PROBLEM TO WORK ON
Please copy each line below that contains the word "direction".

[Stored items]
-=-=-=-=-

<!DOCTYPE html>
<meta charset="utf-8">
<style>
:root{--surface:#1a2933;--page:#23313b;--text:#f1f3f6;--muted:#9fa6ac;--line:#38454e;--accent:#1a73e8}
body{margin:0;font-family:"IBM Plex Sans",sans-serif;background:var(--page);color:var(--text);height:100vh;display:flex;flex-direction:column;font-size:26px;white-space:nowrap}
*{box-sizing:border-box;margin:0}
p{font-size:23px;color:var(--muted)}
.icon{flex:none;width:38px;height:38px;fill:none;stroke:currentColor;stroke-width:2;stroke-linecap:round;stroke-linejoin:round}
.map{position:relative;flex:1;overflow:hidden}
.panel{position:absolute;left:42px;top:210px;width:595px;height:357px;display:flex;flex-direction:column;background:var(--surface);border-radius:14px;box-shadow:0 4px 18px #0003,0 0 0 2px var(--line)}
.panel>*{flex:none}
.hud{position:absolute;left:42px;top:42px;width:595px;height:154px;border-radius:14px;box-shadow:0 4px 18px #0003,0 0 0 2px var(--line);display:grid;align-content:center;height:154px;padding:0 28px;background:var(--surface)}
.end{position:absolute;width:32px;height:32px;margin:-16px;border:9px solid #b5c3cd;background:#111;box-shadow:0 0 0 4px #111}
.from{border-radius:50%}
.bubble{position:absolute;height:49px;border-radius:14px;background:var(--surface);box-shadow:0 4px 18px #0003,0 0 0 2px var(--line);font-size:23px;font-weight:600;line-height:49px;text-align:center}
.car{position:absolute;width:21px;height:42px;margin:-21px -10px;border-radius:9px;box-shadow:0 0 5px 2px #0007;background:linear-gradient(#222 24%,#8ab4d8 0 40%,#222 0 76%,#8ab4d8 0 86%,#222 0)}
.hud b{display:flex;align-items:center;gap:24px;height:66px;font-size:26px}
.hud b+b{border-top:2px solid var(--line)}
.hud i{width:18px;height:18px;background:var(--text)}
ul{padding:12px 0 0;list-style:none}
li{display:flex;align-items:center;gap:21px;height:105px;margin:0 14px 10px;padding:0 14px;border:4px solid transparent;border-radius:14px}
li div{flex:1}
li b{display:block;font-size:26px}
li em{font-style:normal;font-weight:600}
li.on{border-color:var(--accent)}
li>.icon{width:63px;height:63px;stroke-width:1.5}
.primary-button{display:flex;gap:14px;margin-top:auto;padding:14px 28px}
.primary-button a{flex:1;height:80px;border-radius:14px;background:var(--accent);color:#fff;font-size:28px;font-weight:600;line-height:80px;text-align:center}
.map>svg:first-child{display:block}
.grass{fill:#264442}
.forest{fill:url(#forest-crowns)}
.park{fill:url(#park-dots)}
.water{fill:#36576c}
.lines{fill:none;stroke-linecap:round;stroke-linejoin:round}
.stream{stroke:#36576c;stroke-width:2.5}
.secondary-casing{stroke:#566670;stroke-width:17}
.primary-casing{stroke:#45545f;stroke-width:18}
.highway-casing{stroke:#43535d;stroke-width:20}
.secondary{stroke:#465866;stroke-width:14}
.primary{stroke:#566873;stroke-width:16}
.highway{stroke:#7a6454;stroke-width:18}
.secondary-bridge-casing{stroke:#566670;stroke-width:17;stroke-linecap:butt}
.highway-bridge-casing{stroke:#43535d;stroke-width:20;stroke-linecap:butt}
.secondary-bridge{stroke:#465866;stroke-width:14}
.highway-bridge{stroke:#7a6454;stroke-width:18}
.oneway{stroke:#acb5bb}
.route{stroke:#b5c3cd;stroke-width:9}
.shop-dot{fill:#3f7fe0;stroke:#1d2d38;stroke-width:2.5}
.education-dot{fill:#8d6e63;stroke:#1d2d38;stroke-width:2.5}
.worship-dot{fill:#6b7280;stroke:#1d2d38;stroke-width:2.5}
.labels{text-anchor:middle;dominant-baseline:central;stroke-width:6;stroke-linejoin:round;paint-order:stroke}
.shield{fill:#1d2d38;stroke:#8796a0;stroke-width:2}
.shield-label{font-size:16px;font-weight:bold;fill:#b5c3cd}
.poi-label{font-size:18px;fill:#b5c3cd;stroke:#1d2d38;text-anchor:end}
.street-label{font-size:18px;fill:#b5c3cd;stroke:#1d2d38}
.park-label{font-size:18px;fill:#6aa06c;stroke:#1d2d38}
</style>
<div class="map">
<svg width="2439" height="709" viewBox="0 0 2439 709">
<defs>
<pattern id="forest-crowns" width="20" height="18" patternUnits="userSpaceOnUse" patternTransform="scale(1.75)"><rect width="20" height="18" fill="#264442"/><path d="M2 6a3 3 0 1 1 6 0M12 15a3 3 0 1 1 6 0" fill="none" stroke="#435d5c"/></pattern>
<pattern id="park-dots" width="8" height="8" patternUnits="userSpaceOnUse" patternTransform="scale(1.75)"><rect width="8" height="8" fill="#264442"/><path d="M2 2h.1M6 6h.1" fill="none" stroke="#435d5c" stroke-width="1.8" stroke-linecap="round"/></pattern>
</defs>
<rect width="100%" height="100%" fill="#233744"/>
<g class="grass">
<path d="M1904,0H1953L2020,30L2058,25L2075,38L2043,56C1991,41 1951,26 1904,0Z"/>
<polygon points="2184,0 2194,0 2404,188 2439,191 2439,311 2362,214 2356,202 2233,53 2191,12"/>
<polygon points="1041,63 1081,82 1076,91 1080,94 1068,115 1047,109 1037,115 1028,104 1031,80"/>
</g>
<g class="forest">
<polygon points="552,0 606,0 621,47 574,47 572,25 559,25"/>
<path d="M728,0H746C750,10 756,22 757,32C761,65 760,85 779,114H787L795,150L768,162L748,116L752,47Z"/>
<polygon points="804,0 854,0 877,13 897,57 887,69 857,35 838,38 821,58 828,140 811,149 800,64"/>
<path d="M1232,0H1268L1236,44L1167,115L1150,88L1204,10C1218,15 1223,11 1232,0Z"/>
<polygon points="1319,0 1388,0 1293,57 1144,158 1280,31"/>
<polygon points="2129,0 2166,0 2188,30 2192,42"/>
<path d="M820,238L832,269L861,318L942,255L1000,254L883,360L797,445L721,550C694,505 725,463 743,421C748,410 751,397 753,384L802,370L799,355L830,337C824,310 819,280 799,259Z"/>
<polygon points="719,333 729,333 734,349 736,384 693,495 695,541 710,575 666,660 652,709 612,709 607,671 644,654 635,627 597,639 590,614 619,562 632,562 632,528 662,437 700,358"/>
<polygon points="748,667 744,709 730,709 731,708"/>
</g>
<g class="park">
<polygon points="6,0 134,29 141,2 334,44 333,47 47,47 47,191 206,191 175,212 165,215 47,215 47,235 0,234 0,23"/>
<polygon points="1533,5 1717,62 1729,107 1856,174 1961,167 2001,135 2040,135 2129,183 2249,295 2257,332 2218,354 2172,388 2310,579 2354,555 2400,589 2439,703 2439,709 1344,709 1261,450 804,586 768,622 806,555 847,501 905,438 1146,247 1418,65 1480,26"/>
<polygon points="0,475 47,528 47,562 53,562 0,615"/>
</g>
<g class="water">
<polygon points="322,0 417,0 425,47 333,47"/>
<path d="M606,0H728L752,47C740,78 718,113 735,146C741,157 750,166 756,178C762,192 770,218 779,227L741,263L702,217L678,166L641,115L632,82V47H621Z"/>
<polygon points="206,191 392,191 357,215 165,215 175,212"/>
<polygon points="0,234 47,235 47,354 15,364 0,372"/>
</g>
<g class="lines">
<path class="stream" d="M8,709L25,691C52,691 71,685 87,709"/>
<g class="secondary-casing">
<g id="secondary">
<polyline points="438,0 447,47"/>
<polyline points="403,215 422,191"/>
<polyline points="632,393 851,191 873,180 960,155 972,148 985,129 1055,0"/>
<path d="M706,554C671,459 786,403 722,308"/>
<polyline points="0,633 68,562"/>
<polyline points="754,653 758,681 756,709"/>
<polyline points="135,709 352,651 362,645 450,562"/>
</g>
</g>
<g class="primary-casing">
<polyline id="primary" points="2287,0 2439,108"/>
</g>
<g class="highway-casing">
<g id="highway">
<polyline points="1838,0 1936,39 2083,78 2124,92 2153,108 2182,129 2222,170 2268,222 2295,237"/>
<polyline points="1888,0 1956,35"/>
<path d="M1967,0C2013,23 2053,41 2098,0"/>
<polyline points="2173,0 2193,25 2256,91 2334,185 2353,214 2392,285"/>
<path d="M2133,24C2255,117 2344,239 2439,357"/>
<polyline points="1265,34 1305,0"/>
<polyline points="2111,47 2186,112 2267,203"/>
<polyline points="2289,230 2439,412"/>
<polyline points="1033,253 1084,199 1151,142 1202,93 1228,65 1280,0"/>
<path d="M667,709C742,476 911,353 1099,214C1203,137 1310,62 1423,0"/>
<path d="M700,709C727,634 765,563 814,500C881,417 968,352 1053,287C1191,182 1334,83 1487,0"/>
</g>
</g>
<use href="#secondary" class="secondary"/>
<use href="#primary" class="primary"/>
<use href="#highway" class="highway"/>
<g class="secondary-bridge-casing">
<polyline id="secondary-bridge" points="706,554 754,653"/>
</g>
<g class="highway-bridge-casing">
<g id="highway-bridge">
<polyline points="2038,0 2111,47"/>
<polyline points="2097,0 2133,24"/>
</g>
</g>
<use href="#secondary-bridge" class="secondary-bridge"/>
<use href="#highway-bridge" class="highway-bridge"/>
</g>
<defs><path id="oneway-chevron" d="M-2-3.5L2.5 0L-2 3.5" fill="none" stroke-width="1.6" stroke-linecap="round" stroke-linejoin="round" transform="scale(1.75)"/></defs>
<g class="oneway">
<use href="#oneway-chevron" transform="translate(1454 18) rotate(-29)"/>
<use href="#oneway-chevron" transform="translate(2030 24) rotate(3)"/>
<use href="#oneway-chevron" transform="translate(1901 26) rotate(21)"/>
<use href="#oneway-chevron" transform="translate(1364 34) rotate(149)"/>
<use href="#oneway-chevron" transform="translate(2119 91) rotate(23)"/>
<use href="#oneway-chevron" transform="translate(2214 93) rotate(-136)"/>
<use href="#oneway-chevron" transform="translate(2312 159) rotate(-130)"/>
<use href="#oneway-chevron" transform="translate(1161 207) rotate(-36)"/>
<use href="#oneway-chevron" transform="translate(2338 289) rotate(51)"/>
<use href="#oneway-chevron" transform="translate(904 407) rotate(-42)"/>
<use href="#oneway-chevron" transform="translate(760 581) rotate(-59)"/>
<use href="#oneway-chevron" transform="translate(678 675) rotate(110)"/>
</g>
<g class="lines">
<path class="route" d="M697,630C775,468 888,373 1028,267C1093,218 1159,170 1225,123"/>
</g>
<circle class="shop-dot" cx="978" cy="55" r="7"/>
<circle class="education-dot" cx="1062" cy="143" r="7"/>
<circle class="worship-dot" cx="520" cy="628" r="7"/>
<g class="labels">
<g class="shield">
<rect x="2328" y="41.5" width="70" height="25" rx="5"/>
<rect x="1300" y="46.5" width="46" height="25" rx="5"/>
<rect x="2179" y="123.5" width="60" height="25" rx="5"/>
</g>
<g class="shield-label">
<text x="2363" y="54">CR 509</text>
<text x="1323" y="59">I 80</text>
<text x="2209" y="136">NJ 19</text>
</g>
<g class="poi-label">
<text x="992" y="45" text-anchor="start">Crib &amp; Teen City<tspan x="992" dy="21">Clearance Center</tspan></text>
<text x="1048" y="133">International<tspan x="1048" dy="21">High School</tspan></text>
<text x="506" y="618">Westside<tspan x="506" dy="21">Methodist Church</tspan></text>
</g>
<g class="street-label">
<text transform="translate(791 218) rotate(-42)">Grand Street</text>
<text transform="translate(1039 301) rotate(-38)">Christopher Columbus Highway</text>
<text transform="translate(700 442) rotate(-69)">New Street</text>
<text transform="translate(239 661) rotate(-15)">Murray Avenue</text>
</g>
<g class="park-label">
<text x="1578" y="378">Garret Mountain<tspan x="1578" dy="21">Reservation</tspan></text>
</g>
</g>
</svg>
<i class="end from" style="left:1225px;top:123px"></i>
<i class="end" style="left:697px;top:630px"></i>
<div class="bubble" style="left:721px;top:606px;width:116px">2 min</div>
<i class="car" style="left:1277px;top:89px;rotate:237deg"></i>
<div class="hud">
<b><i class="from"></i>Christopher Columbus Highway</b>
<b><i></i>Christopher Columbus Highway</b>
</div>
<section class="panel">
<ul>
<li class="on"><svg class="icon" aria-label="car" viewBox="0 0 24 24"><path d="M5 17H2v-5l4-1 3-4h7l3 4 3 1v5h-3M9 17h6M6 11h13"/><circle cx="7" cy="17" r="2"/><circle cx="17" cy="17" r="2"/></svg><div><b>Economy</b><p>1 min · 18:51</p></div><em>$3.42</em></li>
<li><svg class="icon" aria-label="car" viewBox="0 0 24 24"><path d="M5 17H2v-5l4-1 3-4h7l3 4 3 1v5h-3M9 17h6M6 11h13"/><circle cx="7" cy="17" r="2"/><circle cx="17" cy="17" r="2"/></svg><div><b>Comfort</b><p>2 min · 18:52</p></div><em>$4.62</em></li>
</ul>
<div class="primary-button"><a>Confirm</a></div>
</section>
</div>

-=-=-=-=-

SOLUTION TO THIS PROBLEM
body{margin:0;font-family:"IBM Plex Sans",sans-serif;background:var(--page);color:var(--text);height:100vh;display:flex;flex-direction:column;font-size:26px;white-space:nowrap}
.panel{position:absolute;left:42px;top:210px;width:595px;height:357px;display:flex;flex-direction:column;background:var(--surface);border-radius:14px;box-shadow:0 4px 18px #0003,0 0 0 2px var(--line)}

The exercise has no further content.